Exercise input
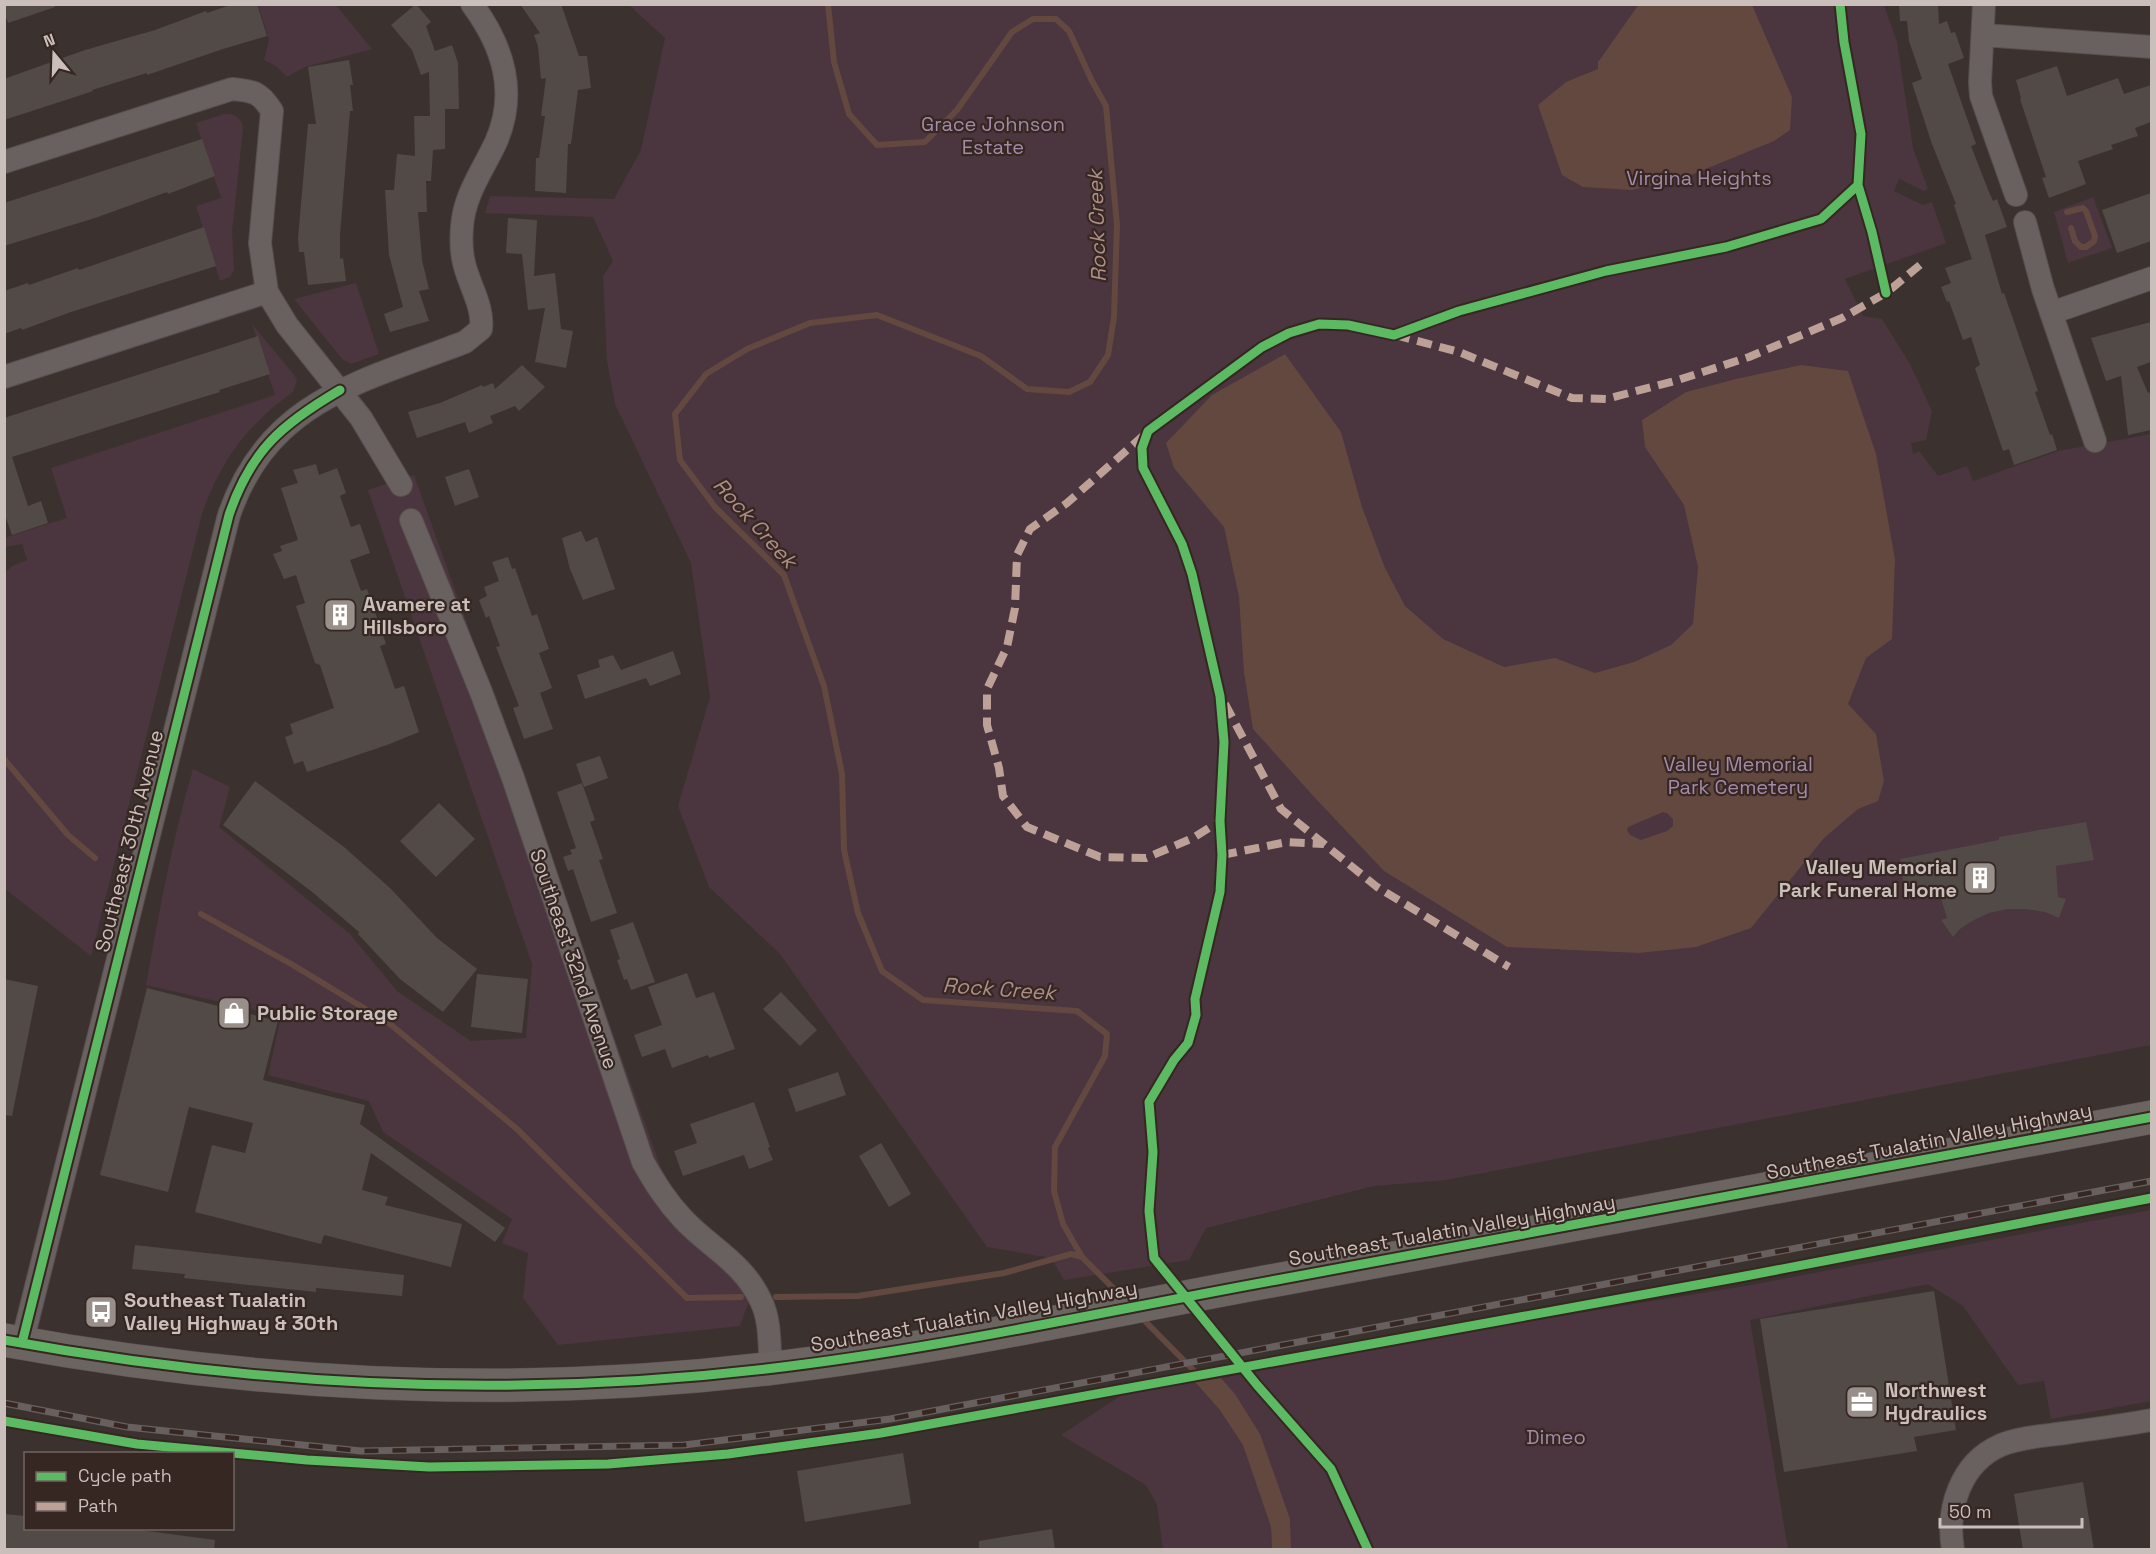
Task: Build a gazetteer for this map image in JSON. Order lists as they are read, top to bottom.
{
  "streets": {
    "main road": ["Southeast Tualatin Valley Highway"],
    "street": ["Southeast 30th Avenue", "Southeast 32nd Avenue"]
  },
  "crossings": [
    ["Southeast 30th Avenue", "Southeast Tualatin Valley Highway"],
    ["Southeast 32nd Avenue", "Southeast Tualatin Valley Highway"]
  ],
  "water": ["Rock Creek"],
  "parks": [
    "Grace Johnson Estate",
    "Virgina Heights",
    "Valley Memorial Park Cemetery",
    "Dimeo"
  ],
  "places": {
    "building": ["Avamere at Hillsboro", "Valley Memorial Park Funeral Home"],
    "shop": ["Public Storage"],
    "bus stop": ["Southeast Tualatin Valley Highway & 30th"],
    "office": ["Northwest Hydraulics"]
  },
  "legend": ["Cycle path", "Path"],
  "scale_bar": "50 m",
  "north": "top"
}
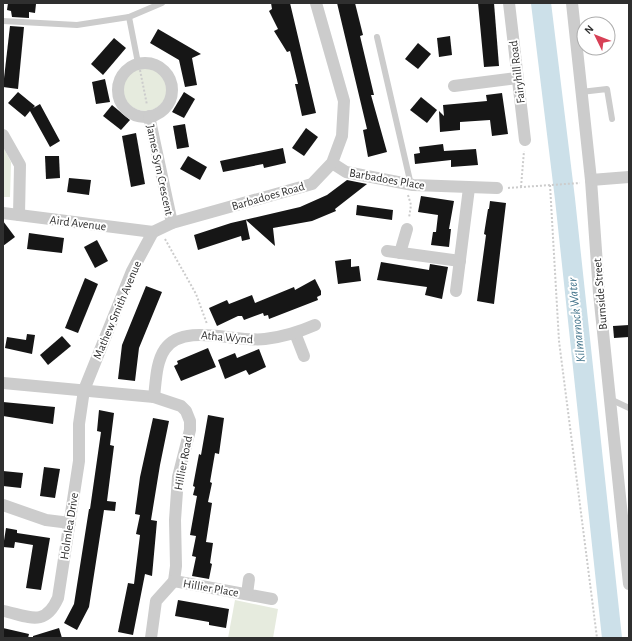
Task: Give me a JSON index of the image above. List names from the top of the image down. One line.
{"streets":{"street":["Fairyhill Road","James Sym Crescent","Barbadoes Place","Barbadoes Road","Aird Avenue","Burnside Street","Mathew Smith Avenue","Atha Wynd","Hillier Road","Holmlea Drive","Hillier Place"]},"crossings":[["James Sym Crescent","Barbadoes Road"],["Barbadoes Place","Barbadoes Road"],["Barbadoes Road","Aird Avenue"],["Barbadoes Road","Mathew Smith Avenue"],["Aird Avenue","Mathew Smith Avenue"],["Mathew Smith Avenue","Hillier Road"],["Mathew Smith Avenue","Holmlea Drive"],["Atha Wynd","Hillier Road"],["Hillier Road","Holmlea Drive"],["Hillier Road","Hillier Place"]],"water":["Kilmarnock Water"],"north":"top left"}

Exercise instructions
Leave the images aside and return the records above exactly as written.

Output of the task
Task: Build a gazetteer for this map image in JSON. Order lists as they are read, top to bottom.
{
  "streets": {
    "main road": ["Southeast Tualatin Valley Highway"],
    "street": ["Southeast 30th Avenue", "Southeast 32nd Avenue"]
  },
  "crossings": [
    ["Southeast 30th Avenue", "Southeast Tualatin Valley Highway"],
    ["Southeast 32nd Avenue", "Southeast Tualatin Valley Highway"]
  ],
  "water": ["Rock Creek"],
  "parks": [
    "Grace Johnson Estate",
    "Virgina Heights",
    "Valley Memorial Park Cemetery",
    "Dimeo"
  ],
  "places": {
    "building": ["Avamere at Hillsboro", "Valley Memorial Park Funeral Home"],
    "shop": ["Public Storage"],
    "bus stop": ["Southeast Tualatin Valley Highway & 30th"],
    "office": ["Northwest Hydraulics"]
  },
  "legend": ["Cycle path", "Path"],
  "scale_bar": "50 m",
  "north": "top"
}
Task: Give me a JSON index of the image above. List names from the top of the image down. One line.
{"streets":{"street":["Fairyhill Road","James Sym Crescent","Barbadoes Place","Barbadoes Road","Aird Avenue","Burnside Street","Mathew Smith Avenue","Atha Wynd","Hillier Road","Holmlea Drive","Hillier Place"]},"crossings":[["James Sym Crescent","Barbadoes Road"],["Barbadoes Place","Barbadoes Road"],["Barbadoes Road","Aird Avenue"],["Barbadoes Road","Mathew Smith Avenue"],["Aird Avenue","Mathew Smith Avenue"],["Mathew Smith Avenue","Hillier Road"],["Mathew Smith Avenue","Holmlea Drive"],["Atha Wynd","Hillier Road"],["Hillier Road","Holmlea Drive"],["Hillier Road","Hillier Place"]],"water":["Kilmarnock Water"],"north":"top left"}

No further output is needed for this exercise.